Sharing a bill, a backing band, and the cramped stage of the Brattle Theatre last Friday, two Swedish singer-songwriters turned it up to the world-music equivalent of 11 for an audience that, for the most part, refused to dance.
El Perro Del Mar at the Brattle. Photo by: ANNE WERMIEL
Sarah Assbring and Victoria Bergsman — who perform, respectively, under the names El Perro del Mar and Taken by Trees — both seemed unnerved by the venue. Assbring, remarking on the strangeness of performing next to a giant backlit clock, sent marked glances at it throughout her set. Bergsman, after several minutes of full-on dance folk aimed at a largely inert crowd, remarked that the theater seats looked comfortable — "too comfortable." Only one dreadlocked couple heeded her first request to get up and dance; it wasn't until the second half of her performance that the front rows joined them.
Unwelcome fluorescence and audience inactivity aside, Friday's show had much to offer fans of indie singer-songwriters — Swedish, female, or otherwise. Assbring, who performed first, traded her once spare, haunting mope pop for a set that would have done Belinda Carlisle proud. Channeling Designing Women in parachute pants, a billowing tunic, and chunky gold hoops, she hopped and windmilled her way through her latest record, Love Is Not Pop (The Control Group). Her transformation was so total that she enlivened "Party," the signature dirge off her first record, with a jazzy backbeat, shimmies, and Wild Heart–era Stevie Nicks vocals. This speedy new style approaches David Byrne at his most frenetic, and it channels her idol, Lou Reed, in the defiance with which she holds her guitar. It suits her.

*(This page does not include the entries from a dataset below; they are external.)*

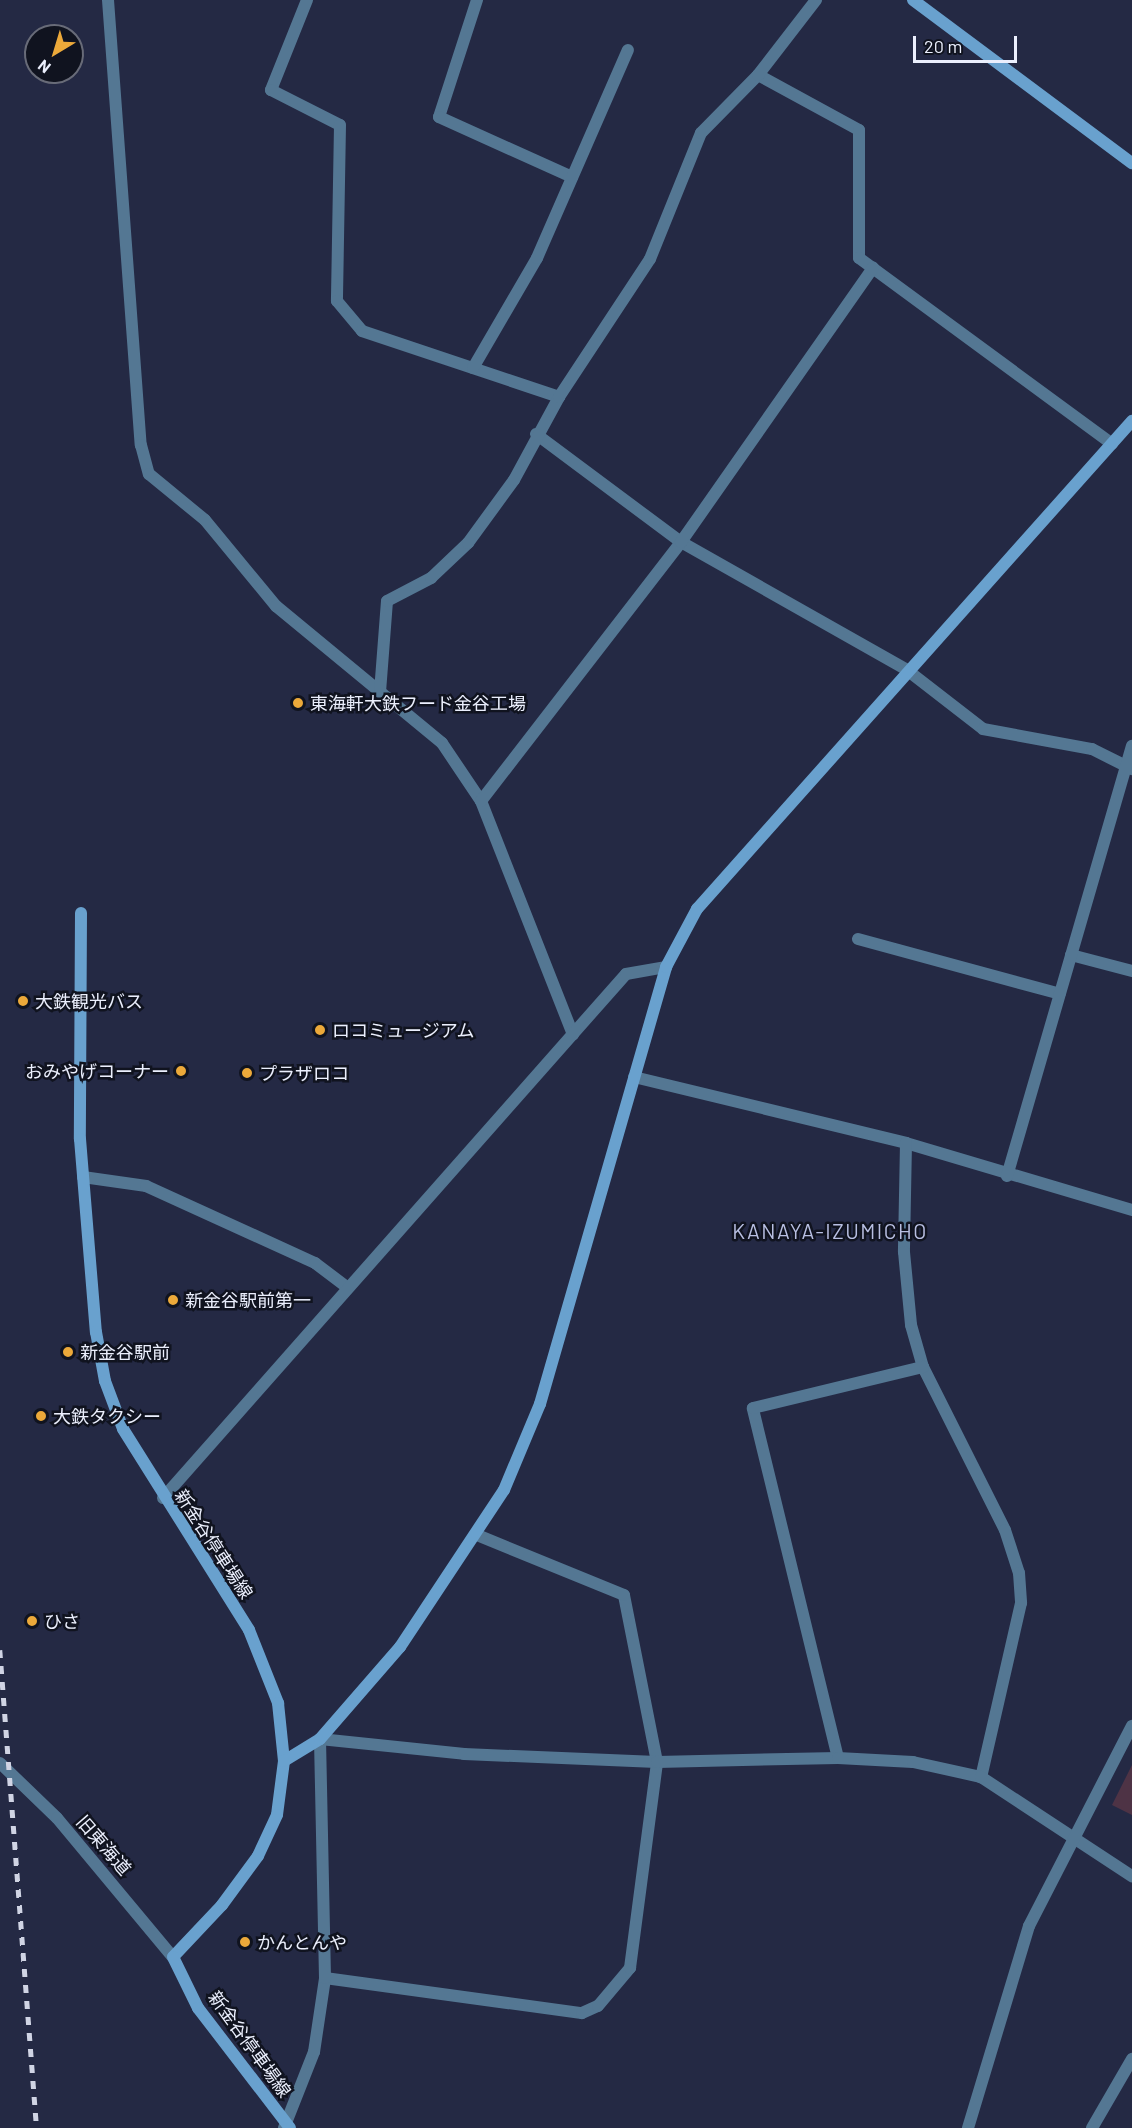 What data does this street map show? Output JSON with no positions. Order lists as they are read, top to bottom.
{
  "streets": {
    "street": ["新金谷停車場線", "旧東海道"]
  },
  "crossings": [
    ["新金谷停車場線", "旧東海道"]
  ],
  "districts": ["KANAYA-IZUMICHO"],
  "places": [
    "東海軒大鉄フード金谷工場",
    "大鉄観光バス",
    "ロコミュージアム",
    "おみやげコーナー",
    "プラザロコ",
    "新金谷駅前第一",
    "新金谷駅前",
    "大鉄タクシー",
    "ひさ",
    "かんとんや"
  ],
  "scale_bar": "20 m",
  "north": "bottom left"
} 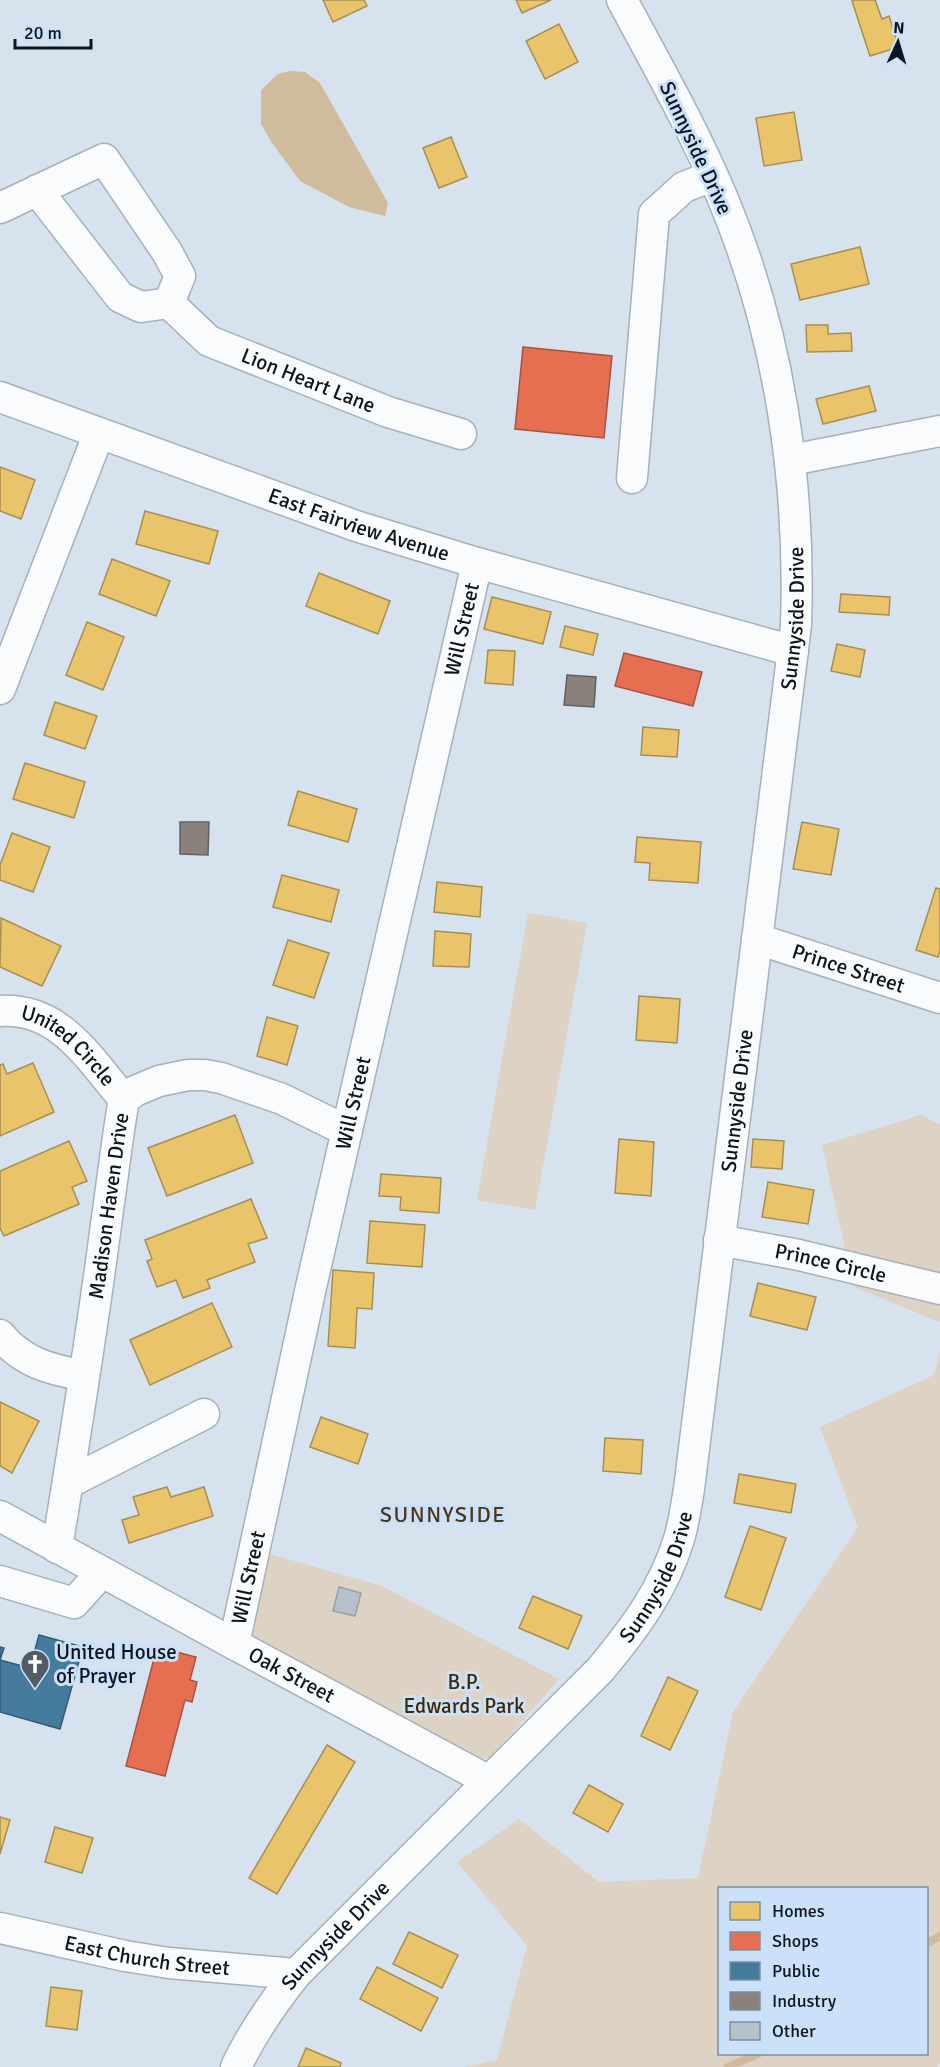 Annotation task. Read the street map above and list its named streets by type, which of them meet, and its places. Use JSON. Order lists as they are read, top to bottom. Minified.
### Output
{"streets":{"street":["Sunnyside Drive","Lion Heart Lane","East Fairview Avenue","Will Street","Prince Street","United Circle","Madison Haven Drive","Prince Circle","Oak Street","East Church Street"]},"crossings":[["Sunnyside Drive","East Fairview Avenue"],["Sunnyside Drive","Prince Street"],["Sunnyside Drive","Prince Circle"],["Sunnyside Drive","Oak Street"],["Sunnyside Drive","East Church Street"],["East Fairview Avenue","Will Street"],["Will Street","Madison Haven Drive"],["Will Street","Oak Street"],["United Circle","Madison Haven Drive"],["Madison Haven Drive","Oak Street"]],"districts":["SUNNYSIDE"],"parks":["B.P. Edwards Park"],"places":{"church":["United House of Prayer"]},"legend":["Homes","Shops","Public","Industry","Other"],"scale_bar":"20 m","north":"top"}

Taken by Trees was something else altogether. Bergsman's set began with an overlong music video of Pakistanis engaged in daily ritual. Potentially befuddling to anyone who didn't know that East of Eden, her most recent album on Rough Trade, was recorded in Pakistan with local musicians, the film seemed to pander to the NPR crowd. East of Eden's rhythmic, woodland folk is heavy on the psychedelic overtones, and Bergsman's performance was accompanied by trippy visuals. Footage of a foraging red panda paid tribute to her collaborator Noah Lennox (Animal Collective's Panda Bear); shots of Bergsman herself were appended to "My Boys," her fey, ebullient interpretation of Animal Collective's "My Girls."
Although many of them were just the usual stills of grass, sky, and flowers, the visuals were responsible for the one real doozy of the night. Bergsman dedicated her punny number "The Greyest Love of All" to her "furry friend" — who some audience members were disappointed to learn is her cat. Completing the dedication was a photo of tiny Sheba looking wistful in the high grass. Let it be recorded that for all the whimsy the hipster consensus may abide, people still laugh when a cheesecake picture of a cat is flashed before them.